Over the trailing twelve months through mid-2025, Uber has delivered around $8.5 billion in free cash flow, translating to roughly $4 per share, while adjusted EBITDA continues to grow in the low-30% range year-on-year. That’s a massive improvement compared to a few years ago when losses seemed endless. In fact, Uber’s free cash flow jumped from just $3.3 billion in 2023 to nearly $6.9 billion in 2024, more than doubling in a year. The company’s gross bookings have been expanding in the high-teens, and it’s managed to keep costs in check despite inflationary pressures. By most measures, Uber looks like a genuine success story — but that’s also exactly where the risk lies. Also, see the contrary, Can Uber Stock Grow 2x?

At nearly $100 a share, Uber is trading at roughly 24 times free cash flow, which is rich for a business that still faces cyclical risks. The stock price already bakes in several years of smooth, uninterrupted growth.
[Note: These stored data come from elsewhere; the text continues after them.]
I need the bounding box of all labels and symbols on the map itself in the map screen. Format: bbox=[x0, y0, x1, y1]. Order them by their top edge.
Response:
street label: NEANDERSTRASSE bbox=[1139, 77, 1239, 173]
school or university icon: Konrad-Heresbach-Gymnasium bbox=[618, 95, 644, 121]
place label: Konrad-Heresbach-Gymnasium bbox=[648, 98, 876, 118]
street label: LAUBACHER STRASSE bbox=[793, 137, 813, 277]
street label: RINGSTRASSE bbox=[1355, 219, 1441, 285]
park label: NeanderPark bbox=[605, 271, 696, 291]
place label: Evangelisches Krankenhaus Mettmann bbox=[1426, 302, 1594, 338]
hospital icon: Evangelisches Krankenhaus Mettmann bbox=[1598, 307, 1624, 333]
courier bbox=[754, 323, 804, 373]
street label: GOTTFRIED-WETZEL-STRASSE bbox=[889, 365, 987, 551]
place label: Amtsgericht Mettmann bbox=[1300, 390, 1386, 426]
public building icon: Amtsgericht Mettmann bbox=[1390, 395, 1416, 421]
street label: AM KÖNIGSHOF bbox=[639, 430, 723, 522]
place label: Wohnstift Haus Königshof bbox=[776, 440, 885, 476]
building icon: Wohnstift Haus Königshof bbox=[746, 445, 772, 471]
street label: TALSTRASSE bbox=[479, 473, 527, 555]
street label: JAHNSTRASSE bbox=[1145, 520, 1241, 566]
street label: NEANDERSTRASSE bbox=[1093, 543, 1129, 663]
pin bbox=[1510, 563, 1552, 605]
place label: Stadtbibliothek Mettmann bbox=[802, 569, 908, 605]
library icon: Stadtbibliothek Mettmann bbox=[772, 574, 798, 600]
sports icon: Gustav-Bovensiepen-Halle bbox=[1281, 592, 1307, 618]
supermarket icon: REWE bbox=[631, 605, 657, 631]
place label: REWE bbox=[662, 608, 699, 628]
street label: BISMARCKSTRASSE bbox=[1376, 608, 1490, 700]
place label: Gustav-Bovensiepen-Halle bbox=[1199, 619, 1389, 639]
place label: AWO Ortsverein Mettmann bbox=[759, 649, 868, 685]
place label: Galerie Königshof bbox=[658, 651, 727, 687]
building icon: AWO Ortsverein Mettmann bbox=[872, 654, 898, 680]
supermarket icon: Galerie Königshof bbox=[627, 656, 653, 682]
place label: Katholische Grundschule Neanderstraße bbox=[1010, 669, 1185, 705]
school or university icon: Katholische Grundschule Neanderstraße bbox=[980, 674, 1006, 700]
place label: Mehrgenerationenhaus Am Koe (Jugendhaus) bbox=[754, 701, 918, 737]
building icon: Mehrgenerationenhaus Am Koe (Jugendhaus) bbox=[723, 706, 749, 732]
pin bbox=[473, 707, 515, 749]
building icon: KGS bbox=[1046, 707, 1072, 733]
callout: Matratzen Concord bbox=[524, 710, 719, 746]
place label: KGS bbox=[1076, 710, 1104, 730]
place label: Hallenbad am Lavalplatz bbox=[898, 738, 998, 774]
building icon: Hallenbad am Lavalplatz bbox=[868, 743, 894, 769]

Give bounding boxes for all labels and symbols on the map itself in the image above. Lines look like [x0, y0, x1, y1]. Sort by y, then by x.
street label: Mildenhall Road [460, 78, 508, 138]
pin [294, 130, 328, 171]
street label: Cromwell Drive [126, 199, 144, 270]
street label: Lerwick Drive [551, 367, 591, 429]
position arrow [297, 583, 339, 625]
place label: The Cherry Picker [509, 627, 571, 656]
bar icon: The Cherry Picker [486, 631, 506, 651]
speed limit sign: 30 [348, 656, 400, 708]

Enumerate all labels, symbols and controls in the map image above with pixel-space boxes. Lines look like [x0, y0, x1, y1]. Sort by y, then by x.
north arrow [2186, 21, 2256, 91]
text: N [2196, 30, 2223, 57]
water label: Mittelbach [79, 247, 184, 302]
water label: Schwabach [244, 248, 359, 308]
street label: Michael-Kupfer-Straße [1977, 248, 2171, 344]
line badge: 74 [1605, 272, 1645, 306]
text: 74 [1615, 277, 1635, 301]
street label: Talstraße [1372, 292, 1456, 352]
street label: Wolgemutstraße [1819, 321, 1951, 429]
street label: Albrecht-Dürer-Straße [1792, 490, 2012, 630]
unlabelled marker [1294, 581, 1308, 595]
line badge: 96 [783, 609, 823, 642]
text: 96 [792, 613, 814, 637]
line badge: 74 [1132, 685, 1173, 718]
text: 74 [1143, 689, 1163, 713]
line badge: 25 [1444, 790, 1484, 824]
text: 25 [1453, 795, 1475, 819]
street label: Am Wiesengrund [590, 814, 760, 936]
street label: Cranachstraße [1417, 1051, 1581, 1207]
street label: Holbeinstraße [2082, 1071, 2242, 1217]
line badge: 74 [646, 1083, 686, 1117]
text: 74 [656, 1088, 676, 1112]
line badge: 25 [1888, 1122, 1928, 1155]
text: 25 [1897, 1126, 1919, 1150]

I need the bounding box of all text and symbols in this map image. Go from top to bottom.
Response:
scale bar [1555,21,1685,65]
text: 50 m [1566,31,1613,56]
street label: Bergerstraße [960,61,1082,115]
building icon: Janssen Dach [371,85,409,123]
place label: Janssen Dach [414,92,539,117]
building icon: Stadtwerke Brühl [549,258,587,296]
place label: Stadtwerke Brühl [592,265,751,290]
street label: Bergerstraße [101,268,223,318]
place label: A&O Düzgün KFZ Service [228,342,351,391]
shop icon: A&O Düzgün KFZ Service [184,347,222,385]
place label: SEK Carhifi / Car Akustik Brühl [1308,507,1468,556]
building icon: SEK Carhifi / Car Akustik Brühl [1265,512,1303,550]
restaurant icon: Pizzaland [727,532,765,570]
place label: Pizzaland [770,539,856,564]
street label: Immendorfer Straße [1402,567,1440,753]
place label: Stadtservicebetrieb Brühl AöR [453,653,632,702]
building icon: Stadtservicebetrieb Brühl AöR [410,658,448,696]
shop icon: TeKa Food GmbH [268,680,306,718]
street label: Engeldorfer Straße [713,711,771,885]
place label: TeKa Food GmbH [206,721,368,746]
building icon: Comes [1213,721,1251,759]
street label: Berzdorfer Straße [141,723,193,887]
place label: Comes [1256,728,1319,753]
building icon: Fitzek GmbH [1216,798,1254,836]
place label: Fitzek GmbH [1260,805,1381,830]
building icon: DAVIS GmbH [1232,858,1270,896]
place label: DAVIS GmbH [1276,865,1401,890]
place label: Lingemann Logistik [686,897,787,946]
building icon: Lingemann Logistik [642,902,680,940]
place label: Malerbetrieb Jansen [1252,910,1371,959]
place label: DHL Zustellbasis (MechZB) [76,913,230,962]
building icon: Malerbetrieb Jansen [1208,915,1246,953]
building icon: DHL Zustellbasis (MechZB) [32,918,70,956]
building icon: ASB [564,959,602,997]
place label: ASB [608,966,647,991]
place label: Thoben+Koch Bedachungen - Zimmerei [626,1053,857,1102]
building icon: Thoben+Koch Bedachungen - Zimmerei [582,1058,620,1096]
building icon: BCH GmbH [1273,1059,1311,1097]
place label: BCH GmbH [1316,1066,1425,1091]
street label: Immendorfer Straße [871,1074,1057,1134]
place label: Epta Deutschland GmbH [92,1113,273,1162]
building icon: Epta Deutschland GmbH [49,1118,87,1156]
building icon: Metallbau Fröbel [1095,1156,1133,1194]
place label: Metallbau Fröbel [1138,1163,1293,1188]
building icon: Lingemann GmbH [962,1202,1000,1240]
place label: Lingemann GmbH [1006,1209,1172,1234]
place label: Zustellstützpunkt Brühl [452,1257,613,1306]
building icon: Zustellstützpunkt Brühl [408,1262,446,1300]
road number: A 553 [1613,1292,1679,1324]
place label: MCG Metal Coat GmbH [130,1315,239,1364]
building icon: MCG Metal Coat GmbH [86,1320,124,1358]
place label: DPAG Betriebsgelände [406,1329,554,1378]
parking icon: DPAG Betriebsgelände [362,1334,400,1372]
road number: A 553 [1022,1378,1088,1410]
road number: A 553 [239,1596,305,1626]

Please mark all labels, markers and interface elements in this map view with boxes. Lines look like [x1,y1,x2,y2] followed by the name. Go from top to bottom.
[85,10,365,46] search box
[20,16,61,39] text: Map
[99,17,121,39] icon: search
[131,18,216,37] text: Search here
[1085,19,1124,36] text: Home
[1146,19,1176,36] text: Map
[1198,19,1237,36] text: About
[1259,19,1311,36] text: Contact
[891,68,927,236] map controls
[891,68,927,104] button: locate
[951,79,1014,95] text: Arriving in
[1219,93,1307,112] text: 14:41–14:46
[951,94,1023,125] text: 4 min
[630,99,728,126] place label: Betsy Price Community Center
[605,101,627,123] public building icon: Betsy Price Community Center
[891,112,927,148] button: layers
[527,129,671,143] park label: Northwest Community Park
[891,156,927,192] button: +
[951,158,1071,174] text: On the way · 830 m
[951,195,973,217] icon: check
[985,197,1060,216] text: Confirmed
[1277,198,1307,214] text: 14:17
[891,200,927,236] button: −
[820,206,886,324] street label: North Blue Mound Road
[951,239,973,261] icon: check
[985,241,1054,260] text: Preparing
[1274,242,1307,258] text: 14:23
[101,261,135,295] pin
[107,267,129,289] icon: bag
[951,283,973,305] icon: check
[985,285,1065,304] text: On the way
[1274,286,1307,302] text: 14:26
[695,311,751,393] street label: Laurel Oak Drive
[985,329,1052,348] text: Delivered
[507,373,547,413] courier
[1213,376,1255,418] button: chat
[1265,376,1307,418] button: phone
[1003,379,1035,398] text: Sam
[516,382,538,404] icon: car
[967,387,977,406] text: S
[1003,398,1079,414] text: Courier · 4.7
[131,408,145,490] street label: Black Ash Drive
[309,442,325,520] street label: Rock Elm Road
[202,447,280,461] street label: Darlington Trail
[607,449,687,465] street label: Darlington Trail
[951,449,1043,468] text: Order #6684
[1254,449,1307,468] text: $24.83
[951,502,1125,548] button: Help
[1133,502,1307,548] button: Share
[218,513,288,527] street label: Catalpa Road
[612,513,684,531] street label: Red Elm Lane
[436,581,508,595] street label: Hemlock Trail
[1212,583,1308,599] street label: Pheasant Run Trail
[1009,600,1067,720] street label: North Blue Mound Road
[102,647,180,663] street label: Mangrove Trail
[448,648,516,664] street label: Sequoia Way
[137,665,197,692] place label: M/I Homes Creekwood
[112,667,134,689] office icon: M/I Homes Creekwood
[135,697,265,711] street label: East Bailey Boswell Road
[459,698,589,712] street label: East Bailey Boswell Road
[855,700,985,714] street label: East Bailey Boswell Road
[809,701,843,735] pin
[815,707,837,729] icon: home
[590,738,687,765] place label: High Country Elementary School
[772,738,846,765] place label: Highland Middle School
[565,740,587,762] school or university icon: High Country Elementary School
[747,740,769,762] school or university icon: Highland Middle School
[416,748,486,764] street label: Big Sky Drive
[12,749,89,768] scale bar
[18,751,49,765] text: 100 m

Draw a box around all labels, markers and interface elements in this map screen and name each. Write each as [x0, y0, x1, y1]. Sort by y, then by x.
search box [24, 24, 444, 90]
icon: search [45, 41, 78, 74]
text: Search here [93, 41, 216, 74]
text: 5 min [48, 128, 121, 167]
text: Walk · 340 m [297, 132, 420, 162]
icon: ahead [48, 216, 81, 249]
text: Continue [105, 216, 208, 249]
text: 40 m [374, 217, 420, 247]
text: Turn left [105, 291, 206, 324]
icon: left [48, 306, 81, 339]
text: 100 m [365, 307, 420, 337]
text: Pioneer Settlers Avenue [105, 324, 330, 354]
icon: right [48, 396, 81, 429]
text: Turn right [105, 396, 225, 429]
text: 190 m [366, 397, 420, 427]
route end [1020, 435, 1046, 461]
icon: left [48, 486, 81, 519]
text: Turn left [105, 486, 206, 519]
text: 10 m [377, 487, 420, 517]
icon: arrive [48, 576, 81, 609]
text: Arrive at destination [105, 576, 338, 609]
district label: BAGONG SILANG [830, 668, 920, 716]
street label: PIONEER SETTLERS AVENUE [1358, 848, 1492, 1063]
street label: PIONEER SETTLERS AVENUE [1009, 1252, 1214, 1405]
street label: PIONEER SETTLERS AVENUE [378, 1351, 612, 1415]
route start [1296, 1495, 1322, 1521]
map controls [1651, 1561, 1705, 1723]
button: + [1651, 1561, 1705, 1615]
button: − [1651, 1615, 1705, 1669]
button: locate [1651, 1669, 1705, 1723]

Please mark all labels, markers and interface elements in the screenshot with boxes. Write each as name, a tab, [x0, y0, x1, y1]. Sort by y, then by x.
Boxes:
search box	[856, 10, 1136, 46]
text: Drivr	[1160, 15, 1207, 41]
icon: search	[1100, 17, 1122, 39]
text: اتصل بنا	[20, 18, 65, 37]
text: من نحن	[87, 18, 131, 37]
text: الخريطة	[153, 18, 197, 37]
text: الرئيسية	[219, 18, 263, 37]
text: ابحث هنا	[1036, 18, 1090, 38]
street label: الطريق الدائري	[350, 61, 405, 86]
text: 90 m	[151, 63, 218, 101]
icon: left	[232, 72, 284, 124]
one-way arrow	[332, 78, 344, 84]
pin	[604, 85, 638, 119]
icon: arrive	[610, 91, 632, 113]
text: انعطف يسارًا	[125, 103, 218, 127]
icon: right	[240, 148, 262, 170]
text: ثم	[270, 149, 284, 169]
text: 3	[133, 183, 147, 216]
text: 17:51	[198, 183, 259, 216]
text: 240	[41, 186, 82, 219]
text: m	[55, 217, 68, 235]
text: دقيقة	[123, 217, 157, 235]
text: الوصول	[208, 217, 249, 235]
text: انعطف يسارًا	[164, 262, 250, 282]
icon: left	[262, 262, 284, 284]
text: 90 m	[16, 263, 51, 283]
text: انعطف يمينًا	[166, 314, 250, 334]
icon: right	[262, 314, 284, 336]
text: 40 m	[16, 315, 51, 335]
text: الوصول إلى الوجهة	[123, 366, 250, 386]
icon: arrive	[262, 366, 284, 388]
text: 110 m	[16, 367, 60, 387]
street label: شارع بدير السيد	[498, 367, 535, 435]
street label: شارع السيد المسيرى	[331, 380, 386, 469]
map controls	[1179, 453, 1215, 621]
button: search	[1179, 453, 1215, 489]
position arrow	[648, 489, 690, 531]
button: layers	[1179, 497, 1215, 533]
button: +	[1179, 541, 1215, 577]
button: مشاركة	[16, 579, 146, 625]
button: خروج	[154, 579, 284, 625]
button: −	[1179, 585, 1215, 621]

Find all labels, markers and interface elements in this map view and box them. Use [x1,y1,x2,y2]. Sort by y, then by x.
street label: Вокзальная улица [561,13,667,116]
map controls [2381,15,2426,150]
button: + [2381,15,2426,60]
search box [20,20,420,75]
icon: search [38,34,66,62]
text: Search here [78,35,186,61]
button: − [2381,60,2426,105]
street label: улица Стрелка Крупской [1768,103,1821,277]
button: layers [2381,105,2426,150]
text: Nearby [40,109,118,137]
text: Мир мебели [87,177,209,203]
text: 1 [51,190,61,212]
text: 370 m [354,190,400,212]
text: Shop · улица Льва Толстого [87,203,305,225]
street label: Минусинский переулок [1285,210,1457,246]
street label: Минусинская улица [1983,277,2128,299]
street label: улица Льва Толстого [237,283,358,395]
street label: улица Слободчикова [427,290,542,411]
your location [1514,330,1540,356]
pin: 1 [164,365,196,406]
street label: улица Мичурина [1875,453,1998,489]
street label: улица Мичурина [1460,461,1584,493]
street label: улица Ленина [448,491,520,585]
Any sign of weakness — whether it’s a slowdown in ride volume, lower delivery margins, or increased competition — could shake investor confidence quickly. Remember, Uber’s business remains tightly linked to macro trends. If consumer spending slows or fuel prices spike, fewer people take rides, drivers get squeezed, and demand can taper off. Regulatory uncertainty also hangs over the company, especially around driver classification and labor laws that could lift costs across its global footprint.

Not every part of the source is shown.